TASK DESCRIPTION: Where the records hold the string "data", show the whole line it sits on.
==== PROVIDED ENTRIES
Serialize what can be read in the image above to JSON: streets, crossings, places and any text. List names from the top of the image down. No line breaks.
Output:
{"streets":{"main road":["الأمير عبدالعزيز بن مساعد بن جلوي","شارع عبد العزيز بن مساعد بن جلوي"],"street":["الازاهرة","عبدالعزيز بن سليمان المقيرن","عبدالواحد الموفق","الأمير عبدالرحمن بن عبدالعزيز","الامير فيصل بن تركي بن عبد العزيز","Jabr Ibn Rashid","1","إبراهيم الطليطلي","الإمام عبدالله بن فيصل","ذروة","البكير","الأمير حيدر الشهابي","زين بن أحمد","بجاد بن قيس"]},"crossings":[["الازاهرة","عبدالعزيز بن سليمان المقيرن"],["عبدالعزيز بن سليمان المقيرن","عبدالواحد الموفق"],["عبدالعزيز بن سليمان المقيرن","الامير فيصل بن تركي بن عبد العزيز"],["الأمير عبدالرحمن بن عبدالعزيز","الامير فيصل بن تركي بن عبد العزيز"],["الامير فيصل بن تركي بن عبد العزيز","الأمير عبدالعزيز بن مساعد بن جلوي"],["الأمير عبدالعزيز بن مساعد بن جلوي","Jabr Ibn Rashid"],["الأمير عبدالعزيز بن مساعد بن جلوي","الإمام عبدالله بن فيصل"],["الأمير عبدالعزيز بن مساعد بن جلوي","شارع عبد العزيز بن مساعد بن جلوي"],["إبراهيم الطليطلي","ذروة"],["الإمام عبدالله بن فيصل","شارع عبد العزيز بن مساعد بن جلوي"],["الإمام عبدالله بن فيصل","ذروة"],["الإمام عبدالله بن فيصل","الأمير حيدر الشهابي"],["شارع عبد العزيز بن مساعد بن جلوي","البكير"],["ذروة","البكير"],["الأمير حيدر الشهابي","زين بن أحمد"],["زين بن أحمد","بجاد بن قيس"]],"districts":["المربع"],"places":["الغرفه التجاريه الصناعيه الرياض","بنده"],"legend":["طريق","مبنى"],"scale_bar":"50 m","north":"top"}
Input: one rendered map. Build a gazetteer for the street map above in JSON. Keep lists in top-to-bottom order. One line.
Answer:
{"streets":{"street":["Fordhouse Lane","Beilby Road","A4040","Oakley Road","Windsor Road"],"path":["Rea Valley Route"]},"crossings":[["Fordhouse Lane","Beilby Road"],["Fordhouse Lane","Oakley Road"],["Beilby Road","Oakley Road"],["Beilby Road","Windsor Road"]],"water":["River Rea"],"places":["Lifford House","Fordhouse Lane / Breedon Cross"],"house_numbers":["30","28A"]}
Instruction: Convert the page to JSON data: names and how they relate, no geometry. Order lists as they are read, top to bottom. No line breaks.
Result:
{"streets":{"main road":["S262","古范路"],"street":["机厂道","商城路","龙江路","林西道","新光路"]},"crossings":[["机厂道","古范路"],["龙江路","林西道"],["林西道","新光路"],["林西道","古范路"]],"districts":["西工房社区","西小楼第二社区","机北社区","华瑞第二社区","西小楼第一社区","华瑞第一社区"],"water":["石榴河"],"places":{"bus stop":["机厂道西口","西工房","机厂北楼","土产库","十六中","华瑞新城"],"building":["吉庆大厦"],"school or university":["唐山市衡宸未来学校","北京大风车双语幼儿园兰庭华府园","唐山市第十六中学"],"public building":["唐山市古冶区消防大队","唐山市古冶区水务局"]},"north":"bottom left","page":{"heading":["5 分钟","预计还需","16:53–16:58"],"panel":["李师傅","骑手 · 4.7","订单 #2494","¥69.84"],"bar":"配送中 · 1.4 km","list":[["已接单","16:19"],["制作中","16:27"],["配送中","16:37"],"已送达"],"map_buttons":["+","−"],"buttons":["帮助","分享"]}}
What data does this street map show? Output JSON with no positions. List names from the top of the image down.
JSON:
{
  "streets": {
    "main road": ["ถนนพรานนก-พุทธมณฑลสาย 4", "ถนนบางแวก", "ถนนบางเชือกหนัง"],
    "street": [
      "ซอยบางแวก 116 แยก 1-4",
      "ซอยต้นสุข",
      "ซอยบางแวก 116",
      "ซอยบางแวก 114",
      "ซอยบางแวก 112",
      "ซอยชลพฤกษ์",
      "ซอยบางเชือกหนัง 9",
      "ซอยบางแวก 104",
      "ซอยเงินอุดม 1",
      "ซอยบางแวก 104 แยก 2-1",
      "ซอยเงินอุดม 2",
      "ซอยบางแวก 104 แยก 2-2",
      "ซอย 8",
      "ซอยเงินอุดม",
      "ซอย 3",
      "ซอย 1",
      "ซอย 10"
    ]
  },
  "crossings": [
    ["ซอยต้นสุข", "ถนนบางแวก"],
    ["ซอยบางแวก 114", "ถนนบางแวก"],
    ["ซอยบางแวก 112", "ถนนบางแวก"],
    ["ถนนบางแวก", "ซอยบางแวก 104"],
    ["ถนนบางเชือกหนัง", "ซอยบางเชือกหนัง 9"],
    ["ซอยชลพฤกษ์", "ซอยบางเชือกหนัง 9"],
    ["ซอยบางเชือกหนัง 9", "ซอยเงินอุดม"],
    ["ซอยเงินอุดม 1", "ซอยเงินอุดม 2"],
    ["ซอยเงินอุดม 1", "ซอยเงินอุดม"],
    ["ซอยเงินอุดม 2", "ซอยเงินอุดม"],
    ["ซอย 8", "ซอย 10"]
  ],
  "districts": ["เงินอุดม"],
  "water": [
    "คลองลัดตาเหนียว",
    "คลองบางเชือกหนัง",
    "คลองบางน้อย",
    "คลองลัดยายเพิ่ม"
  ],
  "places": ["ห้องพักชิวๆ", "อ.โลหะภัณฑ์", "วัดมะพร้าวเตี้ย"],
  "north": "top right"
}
========
TASK RESULT:
Instruction: Convert the page to JSON data: names and how they relate, no geometry. Order lists as they are read, top to bottom. No line breaks.
What data does this street map show? Output JSON with no positions. List names from the top of the image down.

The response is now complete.